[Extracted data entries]
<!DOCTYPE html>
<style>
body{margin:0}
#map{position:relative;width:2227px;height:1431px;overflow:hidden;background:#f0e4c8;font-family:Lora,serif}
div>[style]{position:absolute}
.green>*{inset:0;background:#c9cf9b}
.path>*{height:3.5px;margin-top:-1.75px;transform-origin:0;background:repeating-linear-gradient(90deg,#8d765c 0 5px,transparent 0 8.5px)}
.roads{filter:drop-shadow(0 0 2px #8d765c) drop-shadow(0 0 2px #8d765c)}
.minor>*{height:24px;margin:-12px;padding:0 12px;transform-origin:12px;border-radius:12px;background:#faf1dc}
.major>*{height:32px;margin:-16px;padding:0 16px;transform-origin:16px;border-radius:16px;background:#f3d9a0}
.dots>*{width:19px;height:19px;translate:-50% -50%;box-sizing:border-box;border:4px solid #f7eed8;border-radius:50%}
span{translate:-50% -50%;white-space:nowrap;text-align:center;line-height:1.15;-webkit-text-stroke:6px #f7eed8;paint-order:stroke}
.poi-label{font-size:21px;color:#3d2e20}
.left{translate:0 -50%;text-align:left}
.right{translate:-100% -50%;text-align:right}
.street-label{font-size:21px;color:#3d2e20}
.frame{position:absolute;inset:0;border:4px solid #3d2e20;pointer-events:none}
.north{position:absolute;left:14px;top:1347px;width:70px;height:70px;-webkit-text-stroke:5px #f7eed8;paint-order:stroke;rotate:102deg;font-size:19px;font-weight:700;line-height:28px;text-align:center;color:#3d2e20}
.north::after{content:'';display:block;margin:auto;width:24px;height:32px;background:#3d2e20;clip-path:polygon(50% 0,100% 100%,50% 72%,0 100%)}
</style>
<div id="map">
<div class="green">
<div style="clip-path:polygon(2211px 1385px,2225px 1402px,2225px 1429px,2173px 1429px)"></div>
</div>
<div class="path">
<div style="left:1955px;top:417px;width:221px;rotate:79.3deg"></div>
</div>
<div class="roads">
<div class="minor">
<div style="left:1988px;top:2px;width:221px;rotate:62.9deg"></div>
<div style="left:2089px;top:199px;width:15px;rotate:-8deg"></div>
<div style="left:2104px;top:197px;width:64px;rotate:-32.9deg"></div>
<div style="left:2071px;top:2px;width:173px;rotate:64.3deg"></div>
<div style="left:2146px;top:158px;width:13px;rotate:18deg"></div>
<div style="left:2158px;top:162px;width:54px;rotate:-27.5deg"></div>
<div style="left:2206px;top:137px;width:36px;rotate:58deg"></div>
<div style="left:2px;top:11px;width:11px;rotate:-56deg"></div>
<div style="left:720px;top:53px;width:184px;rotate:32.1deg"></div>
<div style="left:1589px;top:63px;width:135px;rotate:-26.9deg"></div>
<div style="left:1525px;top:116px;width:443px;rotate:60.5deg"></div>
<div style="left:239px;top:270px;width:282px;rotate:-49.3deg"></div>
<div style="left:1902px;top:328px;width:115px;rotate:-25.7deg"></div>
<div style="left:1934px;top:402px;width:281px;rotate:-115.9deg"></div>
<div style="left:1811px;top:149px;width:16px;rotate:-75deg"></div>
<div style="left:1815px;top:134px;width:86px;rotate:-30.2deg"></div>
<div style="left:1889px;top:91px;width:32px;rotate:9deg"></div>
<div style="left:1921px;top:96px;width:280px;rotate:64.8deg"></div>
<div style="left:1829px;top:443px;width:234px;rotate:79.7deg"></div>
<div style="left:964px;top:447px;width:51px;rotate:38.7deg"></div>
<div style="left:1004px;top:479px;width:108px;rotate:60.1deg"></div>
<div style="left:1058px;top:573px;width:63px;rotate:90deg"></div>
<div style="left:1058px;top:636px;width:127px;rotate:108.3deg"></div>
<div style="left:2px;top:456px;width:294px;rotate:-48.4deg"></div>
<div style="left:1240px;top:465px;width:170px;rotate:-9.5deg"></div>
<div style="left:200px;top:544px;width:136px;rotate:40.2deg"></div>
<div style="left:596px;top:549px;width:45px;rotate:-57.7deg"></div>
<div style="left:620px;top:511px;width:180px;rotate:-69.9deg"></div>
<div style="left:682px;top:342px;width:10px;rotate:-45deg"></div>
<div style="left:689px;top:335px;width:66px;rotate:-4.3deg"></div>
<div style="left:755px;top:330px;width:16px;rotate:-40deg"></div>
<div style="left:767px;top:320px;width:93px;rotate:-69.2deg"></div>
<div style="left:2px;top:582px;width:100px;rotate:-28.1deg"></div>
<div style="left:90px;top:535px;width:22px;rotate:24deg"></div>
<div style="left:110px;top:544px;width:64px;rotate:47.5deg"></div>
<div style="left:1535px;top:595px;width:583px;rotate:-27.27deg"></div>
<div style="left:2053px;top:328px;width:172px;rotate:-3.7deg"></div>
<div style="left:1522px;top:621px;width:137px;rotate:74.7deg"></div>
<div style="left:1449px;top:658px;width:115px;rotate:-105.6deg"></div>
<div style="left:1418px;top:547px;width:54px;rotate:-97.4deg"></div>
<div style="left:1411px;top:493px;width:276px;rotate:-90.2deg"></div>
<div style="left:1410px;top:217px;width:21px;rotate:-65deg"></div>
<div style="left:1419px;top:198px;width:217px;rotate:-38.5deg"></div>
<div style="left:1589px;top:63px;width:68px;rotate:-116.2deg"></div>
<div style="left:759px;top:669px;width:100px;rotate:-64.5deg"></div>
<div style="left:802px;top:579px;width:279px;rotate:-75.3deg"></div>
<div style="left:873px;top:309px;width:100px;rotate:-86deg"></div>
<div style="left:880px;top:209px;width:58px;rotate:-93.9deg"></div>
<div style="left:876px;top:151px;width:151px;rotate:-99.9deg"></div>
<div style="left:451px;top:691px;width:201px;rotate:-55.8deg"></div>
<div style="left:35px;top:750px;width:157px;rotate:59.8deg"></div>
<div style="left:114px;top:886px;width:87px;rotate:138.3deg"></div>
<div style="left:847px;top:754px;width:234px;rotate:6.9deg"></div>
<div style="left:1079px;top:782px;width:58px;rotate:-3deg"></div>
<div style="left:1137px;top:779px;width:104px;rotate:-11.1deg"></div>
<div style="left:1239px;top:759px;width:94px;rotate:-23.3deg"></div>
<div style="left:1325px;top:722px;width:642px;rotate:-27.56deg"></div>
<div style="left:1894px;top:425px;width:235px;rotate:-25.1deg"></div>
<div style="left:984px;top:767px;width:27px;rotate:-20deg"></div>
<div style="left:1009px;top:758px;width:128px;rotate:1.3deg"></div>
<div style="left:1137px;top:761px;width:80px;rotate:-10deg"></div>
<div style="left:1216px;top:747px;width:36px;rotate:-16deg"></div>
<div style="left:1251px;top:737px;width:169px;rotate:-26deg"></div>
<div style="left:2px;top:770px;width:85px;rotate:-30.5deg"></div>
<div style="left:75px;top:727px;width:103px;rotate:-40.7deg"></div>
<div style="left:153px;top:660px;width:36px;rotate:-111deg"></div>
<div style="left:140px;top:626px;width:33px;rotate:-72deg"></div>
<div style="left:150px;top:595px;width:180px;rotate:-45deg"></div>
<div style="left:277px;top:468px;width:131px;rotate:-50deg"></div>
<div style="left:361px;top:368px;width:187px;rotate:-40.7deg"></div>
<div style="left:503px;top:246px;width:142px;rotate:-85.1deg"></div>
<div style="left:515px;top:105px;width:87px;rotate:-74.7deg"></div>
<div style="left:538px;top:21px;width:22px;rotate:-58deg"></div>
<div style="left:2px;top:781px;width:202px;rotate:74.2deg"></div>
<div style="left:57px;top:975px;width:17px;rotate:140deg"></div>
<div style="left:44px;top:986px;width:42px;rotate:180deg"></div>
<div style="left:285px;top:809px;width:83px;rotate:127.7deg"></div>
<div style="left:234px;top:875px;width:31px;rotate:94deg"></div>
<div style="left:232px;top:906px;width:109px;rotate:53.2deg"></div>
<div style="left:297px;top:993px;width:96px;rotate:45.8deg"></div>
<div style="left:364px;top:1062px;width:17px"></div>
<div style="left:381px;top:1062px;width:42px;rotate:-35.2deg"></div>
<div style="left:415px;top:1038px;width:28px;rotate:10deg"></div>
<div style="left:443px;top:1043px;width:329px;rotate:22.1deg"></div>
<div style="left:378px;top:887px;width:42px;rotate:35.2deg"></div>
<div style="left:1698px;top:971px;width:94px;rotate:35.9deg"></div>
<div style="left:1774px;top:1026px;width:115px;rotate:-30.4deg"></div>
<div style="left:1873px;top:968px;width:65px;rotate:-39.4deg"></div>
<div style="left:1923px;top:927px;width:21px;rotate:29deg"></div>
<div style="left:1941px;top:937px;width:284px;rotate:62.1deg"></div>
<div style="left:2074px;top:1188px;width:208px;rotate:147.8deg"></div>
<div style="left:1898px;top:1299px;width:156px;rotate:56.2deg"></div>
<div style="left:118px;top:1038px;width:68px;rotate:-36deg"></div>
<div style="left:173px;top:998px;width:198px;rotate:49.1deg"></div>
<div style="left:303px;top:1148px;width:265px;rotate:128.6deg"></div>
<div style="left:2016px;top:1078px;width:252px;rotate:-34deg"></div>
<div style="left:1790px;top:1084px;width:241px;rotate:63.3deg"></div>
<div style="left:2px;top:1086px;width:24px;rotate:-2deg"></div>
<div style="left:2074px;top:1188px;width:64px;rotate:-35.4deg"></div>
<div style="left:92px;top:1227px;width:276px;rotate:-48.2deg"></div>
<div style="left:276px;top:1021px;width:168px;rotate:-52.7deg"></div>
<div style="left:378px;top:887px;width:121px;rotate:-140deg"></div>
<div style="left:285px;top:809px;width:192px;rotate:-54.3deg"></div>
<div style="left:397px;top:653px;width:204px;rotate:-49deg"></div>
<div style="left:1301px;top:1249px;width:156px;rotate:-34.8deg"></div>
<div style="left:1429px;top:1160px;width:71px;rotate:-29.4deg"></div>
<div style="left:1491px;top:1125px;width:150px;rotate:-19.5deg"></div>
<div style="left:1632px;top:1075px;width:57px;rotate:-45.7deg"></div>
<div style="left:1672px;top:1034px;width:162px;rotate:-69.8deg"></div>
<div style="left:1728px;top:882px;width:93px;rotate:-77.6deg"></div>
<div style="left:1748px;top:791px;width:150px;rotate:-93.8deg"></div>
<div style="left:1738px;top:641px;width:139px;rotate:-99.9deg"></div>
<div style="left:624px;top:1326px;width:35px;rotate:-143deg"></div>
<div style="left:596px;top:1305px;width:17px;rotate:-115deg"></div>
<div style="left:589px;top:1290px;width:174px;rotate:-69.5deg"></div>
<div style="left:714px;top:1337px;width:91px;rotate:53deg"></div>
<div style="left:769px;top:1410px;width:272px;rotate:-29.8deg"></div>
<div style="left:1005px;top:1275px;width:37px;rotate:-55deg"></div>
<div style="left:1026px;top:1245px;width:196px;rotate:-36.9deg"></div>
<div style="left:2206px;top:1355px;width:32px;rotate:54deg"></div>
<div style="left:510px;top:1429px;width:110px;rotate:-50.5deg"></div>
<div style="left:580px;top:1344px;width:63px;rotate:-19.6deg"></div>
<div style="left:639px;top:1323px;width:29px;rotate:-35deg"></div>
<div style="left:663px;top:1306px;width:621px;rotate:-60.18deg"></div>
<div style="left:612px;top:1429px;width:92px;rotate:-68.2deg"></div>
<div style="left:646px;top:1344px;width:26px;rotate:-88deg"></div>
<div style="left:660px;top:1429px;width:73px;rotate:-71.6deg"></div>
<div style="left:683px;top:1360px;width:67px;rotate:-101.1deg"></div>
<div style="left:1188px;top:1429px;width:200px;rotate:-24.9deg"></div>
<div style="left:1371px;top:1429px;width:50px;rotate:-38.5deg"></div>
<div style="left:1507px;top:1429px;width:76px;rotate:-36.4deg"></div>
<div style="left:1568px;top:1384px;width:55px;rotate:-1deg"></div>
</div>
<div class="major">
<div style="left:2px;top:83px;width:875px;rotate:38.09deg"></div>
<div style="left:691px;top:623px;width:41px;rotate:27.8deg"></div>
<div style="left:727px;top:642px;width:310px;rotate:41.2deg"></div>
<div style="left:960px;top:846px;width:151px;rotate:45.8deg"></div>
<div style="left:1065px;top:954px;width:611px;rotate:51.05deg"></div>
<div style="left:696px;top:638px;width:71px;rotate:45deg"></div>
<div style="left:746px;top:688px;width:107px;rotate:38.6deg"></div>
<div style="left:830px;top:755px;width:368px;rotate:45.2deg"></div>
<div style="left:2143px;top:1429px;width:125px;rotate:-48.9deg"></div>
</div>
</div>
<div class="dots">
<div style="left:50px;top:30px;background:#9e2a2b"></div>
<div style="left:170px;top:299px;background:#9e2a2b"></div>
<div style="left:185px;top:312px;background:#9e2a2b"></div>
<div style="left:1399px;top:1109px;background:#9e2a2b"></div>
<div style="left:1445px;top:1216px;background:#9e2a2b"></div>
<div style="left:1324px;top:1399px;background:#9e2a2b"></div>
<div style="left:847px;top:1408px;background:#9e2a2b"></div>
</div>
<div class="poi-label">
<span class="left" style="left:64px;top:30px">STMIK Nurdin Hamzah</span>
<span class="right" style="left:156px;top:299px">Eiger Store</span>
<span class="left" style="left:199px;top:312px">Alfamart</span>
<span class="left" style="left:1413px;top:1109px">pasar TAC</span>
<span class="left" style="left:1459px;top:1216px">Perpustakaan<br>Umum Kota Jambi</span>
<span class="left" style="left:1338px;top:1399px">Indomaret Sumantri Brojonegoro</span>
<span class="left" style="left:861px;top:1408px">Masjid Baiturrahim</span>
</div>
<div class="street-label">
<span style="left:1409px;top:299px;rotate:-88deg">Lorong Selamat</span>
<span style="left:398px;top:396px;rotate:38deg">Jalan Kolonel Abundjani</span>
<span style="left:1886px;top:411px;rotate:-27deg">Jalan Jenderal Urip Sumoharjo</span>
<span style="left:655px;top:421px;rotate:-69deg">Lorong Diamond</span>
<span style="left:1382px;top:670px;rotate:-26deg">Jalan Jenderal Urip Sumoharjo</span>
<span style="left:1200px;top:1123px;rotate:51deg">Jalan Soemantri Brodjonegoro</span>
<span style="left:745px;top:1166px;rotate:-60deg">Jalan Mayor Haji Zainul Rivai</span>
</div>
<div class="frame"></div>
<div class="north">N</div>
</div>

| Brief |
Only the lines from the first line of the records through the one containing "0 5px,transparent 0" should be reproduced, exactly, with both of them included.

| Written reply |
<!DOCTYPE html>
<style>
body{margin:0}
#map{position:relative;width:2227px;height:1431px;overflow:hidden;background:#f0e4c8;font-family:Lora,serif}
div>[style]{position:absolute}
.green>*{inset:0;background:#c9cf9b}
.path>*{height:3.5px;margin-top:-1.75px;transform-origin:0;background:repeating-linear-gradient(90deg,#8d765c 0 5px,transparent 0 8.5px)}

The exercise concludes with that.